Data records below:

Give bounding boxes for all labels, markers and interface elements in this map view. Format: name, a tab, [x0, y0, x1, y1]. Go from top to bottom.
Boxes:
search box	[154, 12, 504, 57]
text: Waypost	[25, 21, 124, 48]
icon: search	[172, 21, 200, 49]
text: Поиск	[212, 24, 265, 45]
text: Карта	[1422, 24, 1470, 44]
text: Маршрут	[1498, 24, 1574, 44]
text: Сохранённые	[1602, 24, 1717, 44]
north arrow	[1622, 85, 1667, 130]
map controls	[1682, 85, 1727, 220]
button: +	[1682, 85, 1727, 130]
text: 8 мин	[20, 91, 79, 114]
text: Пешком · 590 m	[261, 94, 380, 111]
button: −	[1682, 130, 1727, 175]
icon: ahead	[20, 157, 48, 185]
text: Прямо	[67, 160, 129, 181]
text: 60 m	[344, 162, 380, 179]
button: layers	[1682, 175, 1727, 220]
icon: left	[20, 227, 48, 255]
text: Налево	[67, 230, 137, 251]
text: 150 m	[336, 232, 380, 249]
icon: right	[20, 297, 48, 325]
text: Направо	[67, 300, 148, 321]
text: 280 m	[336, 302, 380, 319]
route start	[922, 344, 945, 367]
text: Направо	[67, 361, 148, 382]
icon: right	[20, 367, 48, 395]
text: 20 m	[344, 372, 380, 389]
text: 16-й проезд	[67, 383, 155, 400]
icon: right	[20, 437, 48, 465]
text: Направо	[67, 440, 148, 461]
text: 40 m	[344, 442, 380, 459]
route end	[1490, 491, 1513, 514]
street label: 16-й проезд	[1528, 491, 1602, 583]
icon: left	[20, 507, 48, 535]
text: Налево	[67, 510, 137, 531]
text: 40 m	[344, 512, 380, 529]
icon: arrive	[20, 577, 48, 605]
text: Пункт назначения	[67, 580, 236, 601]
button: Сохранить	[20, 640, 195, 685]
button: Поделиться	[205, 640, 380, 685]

End of Data records.
Data records below:

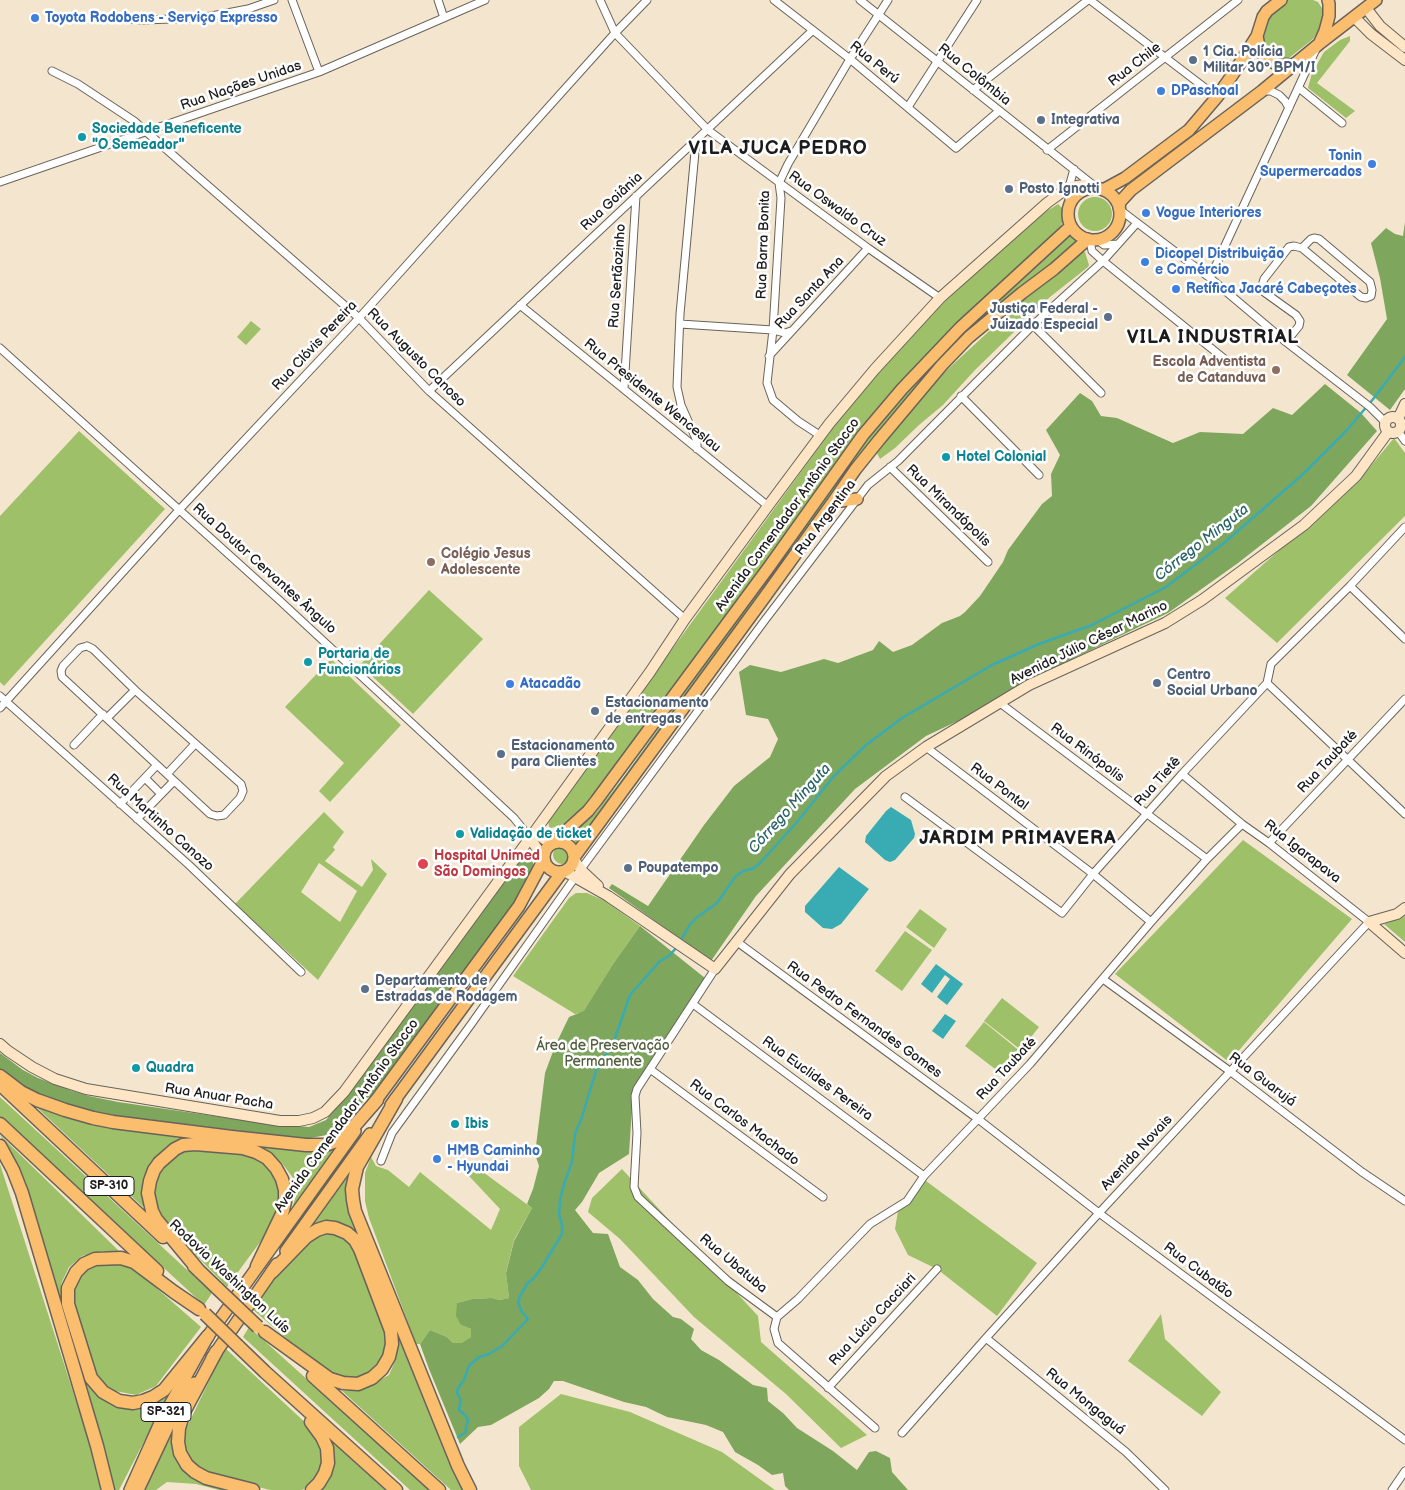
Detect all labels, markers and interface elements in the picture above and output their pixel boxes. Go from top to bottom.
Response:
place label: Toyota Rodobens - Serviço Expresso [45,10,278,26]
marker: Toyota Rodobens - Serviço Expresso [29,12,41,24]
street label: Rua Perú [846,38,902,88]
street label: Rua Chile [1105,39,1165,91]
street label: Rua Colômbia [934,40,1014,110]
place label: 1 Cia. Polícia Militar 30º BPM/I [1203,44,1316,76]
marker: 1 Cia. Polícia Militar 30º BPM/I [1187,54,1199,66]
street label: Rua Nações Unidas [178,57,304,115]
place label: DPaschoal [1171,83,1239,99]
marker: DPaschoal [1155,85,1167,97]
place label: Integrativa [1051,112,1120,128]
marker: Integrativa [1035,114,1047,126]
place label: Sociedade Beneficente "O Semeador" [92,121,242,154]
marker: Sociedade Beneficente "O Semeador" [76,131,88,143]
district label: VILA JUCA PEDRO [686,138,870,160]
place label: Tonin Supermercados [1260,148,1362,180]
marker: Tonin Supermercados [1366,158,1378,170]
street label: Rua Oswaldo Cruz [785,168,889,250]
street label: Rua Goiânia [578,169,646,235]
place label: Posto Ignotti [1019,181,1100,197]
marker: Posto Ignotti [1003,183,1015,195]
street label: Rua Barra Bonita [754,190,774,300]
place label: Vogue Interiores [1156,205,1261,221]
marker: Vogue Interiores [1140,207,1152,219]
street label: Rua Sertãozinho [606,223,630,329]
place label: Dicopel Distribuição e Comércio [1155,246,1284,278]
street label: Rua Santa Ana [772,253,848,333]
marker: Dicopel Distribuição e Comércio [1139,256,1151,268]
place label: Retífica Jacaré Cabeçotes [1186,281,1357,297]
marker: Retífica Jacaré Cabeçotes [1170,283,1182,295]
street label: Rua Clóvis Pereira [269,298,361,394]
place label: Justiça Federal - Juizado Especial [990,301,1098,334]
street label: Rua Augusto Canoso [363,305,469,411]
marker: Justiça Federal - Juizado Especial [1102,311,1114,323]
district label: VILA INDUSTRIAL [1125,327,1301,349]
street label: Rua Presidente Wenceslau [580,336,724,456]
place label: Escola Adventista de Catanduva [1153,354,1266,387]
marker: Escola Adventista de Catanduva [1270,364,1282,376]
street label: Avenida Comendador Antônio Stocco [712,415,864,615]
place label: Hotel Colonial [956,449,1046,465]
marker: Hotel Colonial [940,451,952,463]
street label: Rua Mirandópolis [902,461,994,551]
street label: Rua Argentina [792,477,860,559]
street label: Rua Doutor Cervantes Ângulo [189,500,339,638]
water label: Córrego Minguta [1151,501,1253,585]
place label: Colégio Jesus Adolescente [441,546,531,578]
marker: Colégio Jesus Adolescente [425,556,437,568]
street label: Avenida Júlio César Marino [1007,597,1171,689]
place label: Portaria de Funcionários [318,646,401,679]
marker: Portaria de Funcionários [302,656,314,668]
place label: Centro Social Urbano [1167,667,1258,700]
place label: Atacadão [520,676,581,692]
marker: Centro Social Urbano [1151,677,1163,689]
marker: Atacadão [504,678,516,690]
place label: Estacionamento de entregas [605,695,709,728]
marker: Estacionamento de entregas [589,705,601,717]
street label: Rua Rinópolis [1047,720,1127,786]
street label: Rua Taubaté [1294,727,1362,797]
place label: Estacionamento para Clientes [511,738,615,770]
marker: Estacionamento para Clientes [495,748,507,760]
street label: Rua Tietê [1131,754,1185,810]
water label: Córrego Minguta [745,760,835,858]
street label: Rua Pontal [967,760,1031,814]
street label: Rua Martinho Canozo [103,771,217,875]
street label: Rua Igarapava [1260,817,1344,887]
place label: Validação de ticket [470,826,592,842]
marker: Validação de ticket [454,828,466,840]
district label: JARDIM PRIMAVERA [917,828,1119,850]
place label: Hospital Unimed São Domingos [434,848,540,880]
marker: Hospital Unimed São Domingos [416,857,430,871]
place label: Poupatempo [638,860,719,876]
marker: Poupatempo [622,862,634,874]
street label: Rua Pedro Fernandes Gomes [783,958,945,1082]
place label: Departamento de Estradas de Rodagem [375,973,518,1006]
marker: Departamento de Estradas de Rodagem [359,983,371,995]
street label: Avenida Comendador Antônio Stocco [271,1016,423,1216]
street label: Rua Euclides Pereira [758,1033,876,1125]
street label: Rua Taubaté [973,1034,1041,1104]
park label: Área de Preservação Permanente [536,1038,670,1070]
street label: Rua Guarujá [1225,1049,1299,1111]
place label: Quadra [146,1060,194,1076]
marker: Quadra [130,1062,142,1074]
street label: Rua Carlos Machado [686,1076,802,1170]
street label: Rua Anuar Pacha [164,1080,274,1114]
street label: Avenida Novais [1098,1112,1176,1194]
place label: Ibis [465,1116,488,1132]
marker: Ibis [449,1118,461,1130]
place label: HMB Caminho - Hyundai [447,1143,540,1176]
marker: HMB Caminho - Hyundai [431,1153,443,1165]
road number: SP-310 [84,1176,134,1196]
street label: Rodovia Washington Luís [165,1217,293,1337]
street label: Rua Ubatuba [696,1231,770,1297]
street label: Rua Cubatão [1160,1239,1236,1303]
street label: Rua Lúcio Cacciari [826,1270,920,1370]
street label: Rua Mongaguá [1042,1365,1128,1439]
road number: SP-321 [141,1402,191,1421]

End of Data records.

• [Task prompt]: Please copy out every line of the preceding listing that carries "Supermercados".

• [Problem solution]:
place label: Tonin Supermercados [1260,148,1362,180]
marker: Tonin Supermercados [1366,158,1378,170]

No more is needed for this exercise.